Forty years ago this month, President Lyndon B. Johnson signed the law establishing Medicare. Today this program provides health insurance to 42 million elderly and disabled adults—ensuring access to health care and protecting beneficiaries from devastatingly high medical bills. Organized medicine opposed the enactment of Medicare, so backers made some significant concessions to see it become a reality. One is reflected in the first section of the Medicare law, which states: "Nothing in this title shall be construed...to exercise any supervision or control over the practice of medicine or the manner in which medical services are provided...."

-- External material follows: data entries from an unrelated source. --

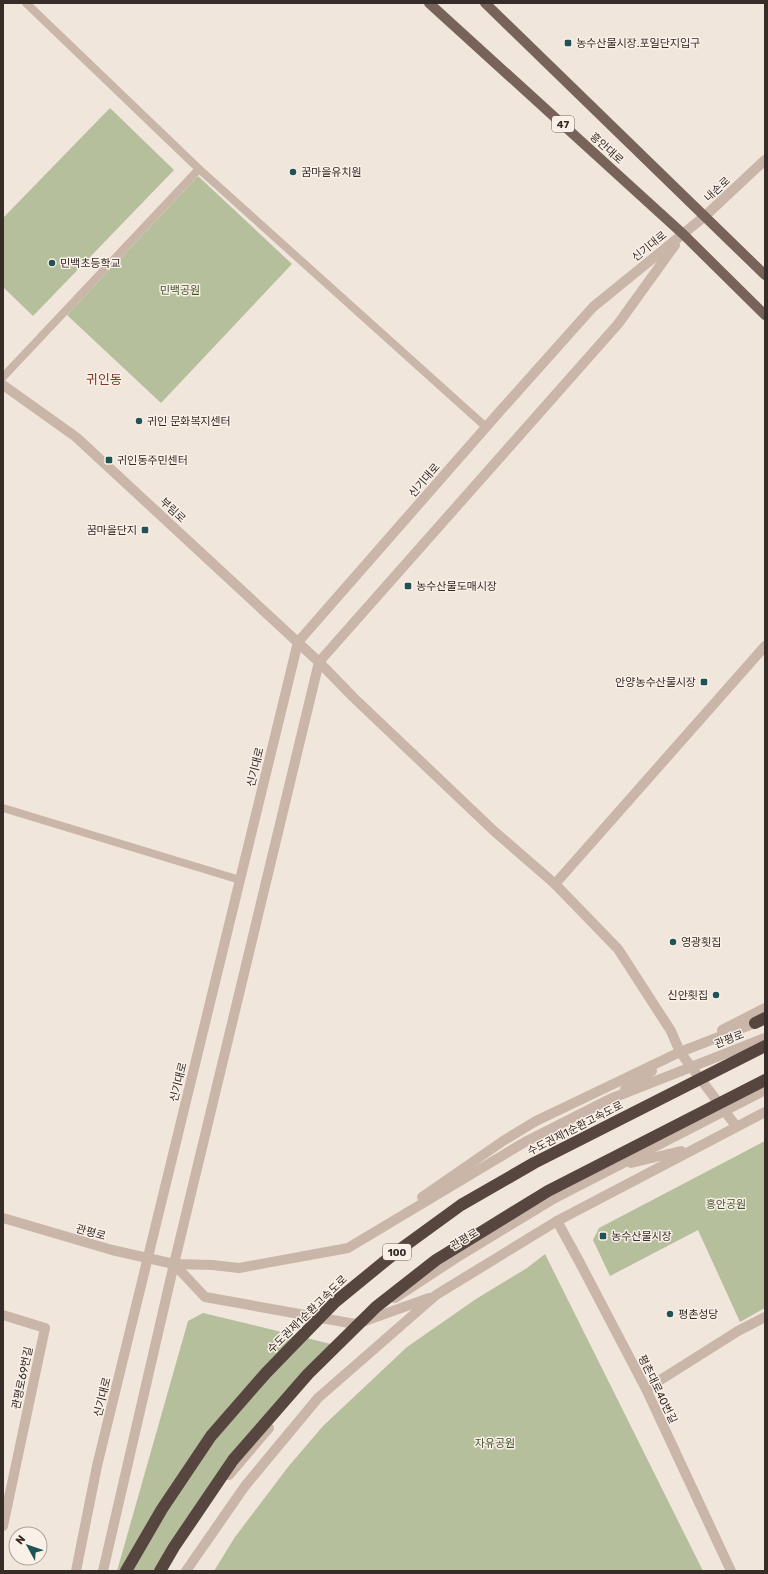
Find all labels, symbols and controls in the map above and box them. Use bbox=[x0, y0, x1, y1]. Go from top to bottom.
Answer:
place label: 농수산물시장.포일단지입구 bbox=[576, 37, 700, 50]
marker: 농수산물시장.포일단지입구 bbox=[563, 38, 573, 48]
road number: 47 bbox=[552, 116, 574, 132]
street label: 흥안대로 bbox=[587, 130, 626, 167]
place label: 꿈마을유치원 bbox=[301, 166, 362, 179]
marker: 꿈마을유치원 bbox=[288, 167, 298, 177]
street label: 내손로 bbox=[702, 174, 733, 204]
street label: 신기대로 bbox=[629, 229, 669, 264]
place label: 민백초등학교 bbox=[60, 257, 121, 270]
marker: 민백초등학교 bbox=[47, 258, 57, 268]
park label: 민백공원 bbox=[160, 284, 200, 297]
district label: 귀인동 bbox=[86, 372, 122, 387]
place label: 귀인 문화복지센터 bbox=[147, 415, 231, 428]
marker: 귀인 문화복지센터 bbox=[134, 416, 144, 426]
place label: 귀인동주민센터 bbox=[117, 454, 188, 467]
marker: 귀인동주민센터 bbox=[104, 455, 114, 465]
street label: 신기대로 bbox=[406, 461, 443, 500]
street label: 부림로 bbox=[157, 495, 188, 525]
place label: 꿈마을단지 bbox=[86, 524, 137, 537]
marker: 꿈마을단지 bbox=[140, 525, 150, 535]
place label: 농수산물도매시장 bbox=[416, 580, 497, 593]
marker: 농수산물도매시장 bbox=[403, 581, 413, 591]
place label: 안양농수산물시장 bbox=[615, 676, 696, 689]
marker: 안양농수산물시장 bbox=[699, 677, 709, 687]
street label: 신기대로 bbox=[244, 746, 267, 788]
place label: 영광횟집 bbox=[681, 936, 721, 949]
marker: 영광횟집 bbox=[668, 937, 678, 947]
place label: 신안횟집 bbox=[668, 989, 708, 1002]
marker: 신안횟집 bbox=[711, 990, 721, 1000]
street label: 관평로 bbox=[713, 1028, 746, 1051]
street label: 신기대로 bbox=[167, 1061, 190, 1103]
street label: 수도권제1순환고속도로 bbox=[525, 1099, 625, 1158]
park label: 흥안공원 bbox=[706, 1198, 746, 1211]
street label: 관평로 bbox=[74, 1222, 107, 1243]
street label: 관평로 bbox=[448, 1226, 481, 1253]
place label: 농수산물시장 bbox=[611, 1230, 672, 1243]
marker: 농수산물시장 bbox=[598, 1231, 608, 1241]
road number: 100 bbox=[383, 1244, 411, 1260]
street label: 수도권제1순환고속도로 bbox=[265, 1273, 350, 1356]
place label: 평촌성당 bbox=[678, 1308, 718, 1321]
marker: 평촌성당 bbox=[665, 1309, 675, 1319]
street label: 관평로69번길 bbox=[10, 1346, 35, 1411]
street label: 평촌대로40번길 bbox=[635, 1353, 680, 1426]
street label: 신기대로 bbox=[91, 1376, 114, 1418]
park label: 자유공원 bbox=[475, 1437, 515, 1450]
north arrow bbox=[8, 1526, 48, 1566]
text: N bbox=[13, 1533, 28, 1547]

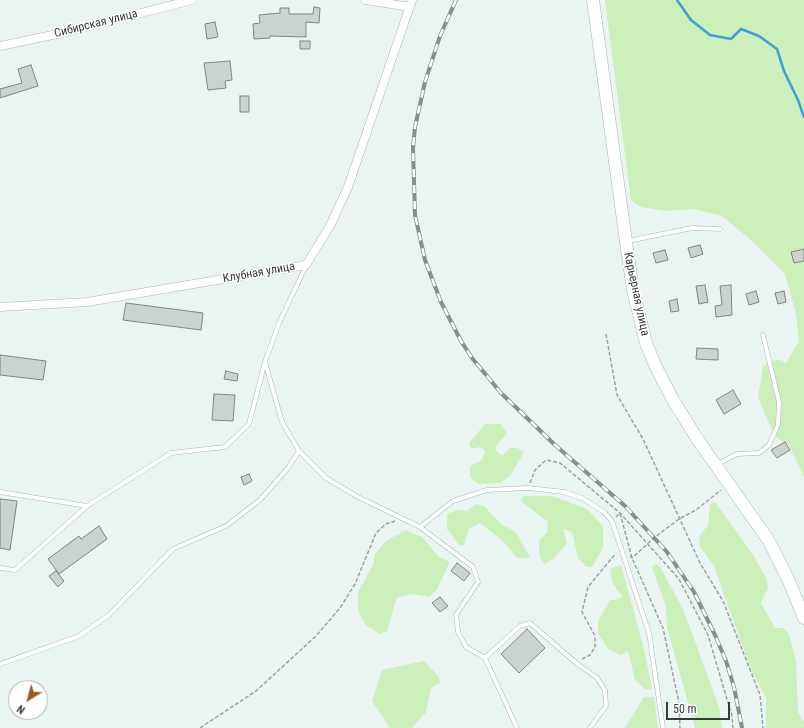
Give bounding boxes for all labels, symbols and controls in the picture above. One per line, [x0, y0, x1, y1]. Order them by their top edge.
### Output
street label: Сибирская улица [53, 7, 139, 41]
street label: Карьерная улица [620, 251, 652, 337]
street label: Клубная улица [222, 260, 296, 286]
north arrow [8, 680, 48, 720]
scale bar [668, 694, 732, 720]
text: N [15, 702, 28, 717]
text: 50 m [673, 702, 697, 716]

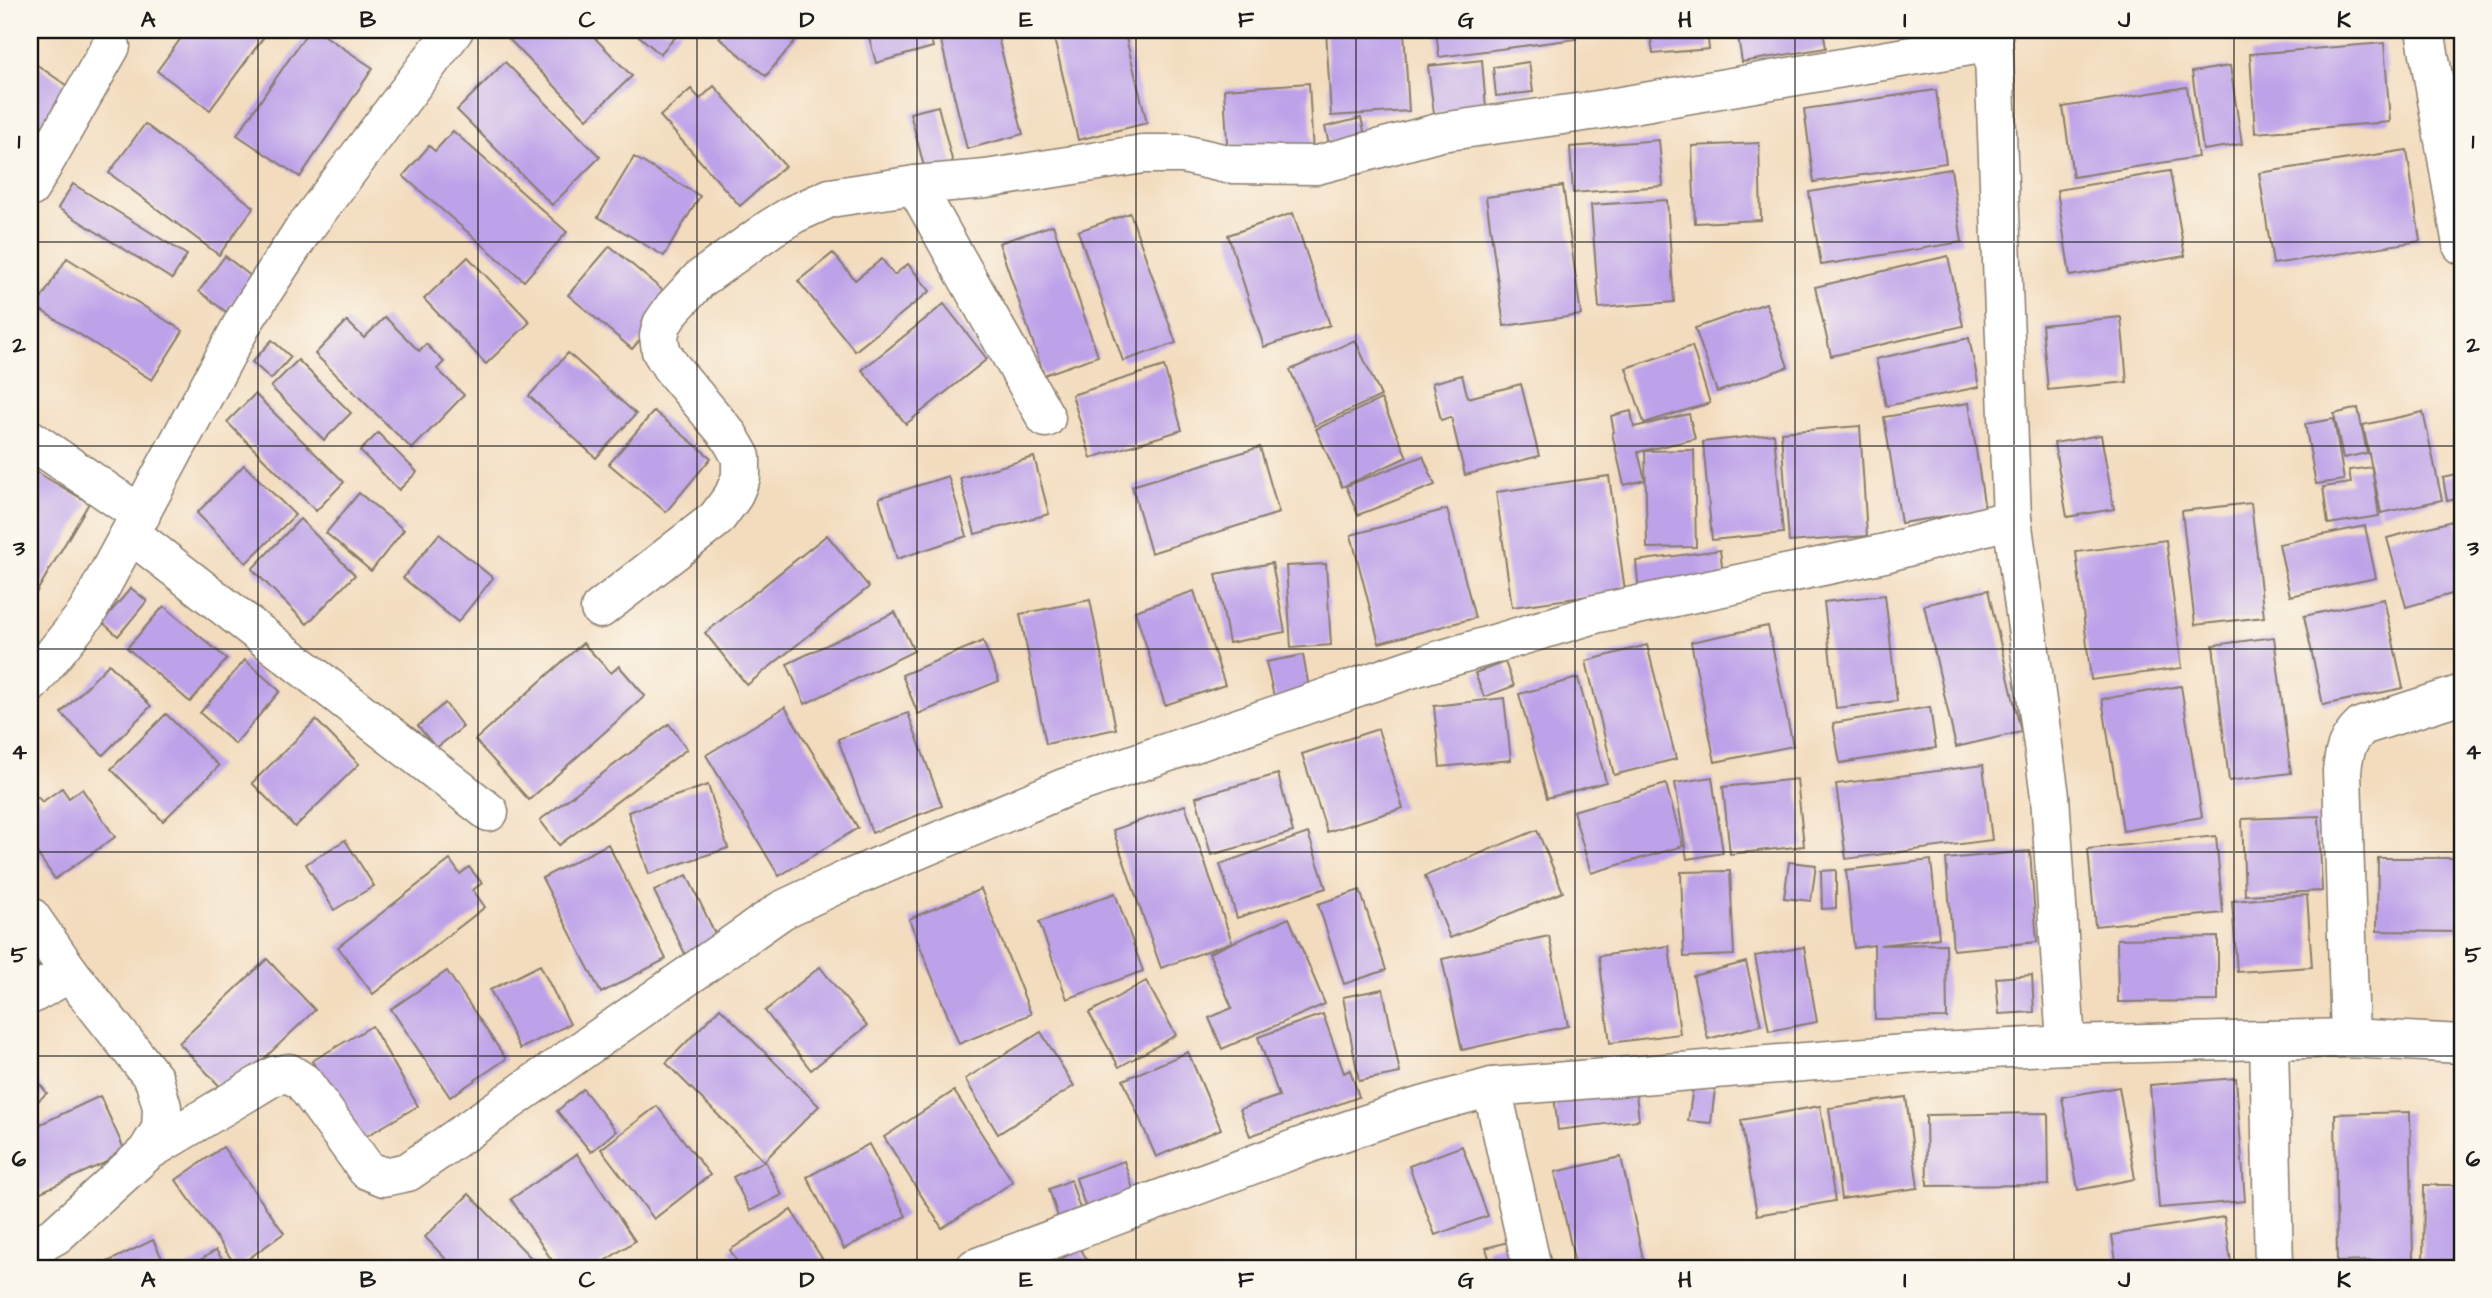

So Medicare, which was focused on providing access to health care to the elderly, accepted the health care system as it was and made no explicit attempt to encourage improvements in quality of care or the way in which health care was organized and delivered. Medicare has largely remained this way for most of the program's first 40 years. But it has become apparent that this laissez-faire approach needs to be rethought. Many in the health policy and clinical communities are thinking a lot about Medicare these days. Indeed, the program, its successes, shortcomings and future challenges, is the subject of our latest Commonwealth Fund Health Care Opinion Leaders survey.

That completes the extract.